==== Source data ====
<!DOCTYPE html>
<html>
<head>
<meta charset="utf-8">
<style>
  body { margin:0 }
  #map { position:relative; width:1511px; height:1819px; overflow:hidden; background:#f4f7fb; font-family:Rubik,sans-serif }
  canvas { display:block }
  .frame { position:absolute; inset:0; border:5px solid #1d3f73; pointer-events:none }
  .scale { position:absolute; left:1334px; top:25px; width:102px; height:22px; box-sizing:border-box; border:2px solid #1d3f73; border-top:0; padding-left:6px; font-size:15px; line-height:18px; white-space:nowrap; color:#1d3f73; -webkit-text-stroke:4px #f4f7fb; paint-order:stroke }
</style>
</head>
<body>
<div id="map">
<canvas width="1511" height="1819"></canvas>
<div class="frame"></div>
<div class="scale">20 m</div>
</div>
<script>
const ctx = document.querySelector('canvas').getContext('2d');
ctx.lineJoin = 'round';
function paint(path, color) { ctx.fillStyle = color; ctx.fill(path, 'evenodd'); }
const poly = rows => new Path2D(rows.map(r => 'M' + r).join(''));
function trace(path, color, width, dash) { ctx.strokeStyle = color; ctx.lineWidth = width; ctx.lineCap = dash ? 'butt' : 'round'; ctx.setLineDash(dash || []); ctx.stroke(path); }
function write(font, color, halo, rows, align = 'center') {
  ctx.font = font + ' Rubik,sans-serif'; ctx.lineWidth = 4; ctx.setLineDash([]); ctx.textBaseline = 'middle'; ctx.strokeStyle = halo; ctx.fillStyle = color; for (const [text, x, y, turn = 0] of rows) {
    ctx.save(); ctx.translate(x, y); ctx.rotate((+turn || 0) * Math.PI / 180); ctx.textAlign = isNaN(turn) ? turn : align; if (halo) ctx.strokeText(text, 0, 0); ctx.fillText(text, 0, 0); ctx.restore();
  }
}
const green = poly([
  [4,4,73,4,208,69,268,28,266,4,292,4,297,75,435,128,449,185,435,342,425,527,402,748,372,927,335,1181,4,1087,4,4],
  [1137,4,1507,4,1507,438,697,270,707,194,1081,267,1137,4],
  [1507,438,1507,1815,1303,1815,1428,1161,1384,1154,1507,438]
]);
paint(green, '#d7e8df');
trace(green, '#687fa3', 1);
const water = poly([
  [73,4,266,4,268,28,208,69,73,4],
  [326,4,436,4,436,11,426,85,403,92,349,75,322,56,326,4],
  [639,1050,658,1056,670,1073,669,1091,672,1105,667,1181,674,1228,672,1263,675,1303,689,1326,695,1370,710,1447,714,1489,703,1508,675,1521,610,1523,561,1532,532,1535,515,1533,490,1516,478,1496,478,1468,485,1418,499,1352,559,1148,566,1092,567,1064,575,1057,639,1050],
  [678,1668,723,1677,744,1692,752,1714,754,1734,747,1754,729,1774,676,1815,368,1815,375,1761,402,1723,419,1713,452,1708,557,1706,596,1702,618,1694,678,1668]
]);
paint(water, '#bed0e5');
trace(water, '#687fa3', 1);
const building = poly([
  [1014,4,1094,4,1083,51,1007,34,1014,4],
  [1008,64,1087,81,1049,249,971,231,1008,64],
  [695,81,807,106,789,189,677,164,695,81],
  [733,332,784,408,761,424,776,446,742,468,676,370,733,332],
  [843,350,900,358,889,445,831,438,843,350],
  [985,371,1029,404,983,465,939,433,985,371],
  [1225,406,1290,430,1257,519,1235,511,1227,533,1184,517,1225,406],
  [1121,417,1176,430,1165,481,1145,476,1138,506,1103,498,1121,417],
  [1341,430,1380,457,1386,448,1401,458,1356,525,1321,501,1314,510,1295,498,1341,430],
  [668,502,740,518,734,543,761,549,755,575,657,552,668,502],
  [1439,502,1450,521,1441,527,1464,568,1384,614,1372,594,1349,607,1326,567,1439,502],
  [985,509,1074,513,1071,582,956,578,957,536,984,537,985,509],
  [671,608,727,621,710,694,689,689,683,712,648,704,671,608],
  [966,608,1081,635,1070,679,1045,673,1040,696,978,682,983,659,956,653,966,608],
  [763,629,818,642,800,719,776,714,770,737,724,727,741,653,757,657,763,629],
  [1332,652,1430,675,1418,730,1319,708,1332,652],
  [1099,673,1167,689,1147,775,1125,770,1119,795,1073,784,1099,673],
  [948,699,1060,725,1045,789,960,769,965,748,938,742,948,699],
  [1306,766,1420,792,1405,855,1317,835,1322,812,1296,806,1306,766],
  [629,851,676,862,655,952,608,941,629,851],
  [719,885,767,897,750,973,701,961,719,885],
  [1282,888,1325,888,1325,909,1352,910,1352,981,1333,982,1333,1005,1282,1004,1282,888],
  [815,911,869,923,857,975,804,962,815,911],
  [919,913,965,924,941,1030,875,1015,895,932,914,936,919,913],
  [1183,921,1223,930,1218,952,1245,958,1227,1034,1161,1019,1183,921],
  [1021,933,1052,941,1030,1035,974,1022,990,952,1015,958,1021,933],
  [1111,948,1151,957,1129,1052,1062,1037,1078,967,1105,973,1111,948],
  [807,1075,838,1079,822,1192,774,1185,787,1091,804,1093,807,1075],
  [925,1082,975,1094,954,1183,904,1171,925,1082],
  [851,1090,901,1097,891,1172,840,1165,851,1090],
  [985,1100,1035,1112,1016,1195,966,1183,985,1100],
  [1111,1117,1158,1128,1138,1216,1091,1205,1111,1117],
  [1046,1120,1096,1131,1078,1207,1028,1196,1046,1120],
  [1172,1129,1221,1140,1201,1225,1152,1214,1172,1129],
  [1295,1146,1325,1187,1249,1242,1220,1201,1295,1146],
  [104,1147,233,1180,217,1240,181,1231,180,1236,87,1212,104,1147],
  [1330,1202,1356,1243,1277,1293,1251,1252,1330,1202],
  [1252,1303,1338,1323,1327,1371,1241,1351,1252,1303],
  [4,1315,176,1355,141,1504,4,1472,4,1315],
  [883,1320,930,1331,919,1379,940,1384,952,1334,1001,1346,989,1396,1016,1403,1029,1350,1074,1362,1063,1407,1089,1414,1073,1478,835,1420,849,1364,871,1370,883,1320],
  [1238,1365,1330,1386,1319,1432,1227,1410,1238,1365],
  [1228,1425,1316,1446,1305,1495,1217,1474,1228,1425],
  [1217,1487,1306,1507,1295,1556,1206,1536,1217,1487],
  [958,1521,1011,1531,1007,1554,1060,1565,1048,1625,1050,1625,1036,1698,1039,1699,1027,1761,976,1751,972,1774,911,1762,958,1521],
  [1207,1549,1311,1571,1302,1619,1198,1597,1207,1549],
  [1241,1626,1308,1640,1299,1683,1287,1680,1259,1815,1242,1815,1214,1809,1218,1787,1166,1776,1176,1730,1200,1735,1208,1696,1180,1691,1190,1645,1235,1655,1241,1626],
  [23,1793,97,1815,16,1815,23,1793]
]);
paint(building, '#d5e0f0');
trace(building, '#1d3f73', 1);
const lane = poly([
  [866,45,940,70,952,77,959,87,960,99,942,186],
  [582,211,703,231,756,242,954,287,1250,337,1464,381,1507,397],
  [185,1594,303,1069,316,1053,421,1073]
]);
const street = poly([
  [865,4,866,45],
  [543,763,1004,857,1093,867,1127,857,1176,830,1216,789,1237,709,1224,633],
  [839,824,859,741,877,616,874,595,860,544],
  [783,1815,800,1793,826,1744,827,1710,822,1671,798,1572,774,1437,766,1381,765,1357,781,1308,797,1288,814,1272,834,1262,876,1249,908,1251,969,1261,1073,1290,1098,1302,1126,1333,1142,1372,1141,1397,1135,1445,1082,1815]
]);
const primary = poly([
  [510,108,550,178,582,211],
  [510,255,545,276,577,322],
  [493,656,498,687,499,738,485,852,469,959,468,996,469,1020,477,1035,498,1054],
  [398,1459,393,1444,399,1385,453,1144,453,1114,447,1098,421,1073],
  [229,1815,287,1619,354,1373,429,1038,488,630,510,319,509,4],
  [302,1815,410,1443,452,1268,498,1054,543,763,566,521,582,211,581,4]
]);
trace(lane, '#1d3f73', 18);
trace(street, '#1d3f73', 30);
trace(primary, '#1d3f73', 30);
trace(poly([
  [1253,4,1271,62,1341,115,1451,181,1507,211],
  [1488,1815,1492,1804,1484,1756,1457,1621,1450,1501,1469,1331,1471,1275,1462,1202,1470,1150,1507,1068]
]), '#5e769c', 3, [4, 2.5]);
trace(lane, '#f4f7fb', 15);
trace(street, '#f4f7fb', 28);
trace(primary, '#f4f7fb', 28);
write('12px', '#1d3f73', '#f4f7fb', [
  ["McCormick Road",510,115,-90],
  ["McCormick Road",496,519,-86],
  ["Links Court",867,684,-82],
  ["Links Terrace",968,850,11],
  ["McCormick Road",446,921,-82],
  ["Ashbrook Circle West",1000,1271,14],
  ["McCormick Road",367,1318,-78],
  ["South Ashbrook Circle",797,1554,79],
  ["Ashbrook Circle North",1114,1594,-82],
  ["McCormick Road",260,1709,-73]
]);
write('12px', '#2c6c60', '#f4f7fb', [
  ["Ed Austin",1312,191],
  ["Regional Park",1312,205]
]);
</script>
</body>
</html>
====
In the records above, locate every line with the string "font" and copy it.

▶ Final answer:
  #map { position:relative; width:1511px; height:1819px; overflow:hidden; background:#f4f7fb; font-family:Rubik,sans-serif }
  .scale { position:absolute; left:1334px; top:25px; width:102px; height:22px; box-sizing:border-box; border:2px solid #1d3f73; border-top:0; padding-left:6px; font-size:15px; line-height:18px; white-space:nowrap; color:#1d3f73; -webkit-text-stroke:4px #f4f7fb; paint-order:stroke }
function write(font, color, halo, rows, align = 'center') {
  ctx.font = font + ' Rubik,sans-serif'; ctx.lineWidth = 4; ctx.setLineDash([]); ctx.textBaseline = 'middle'; ctx.strokeStyle = halo; ctx.fillStyle = color; for (const [text, x, y, turn = 0] of rows) {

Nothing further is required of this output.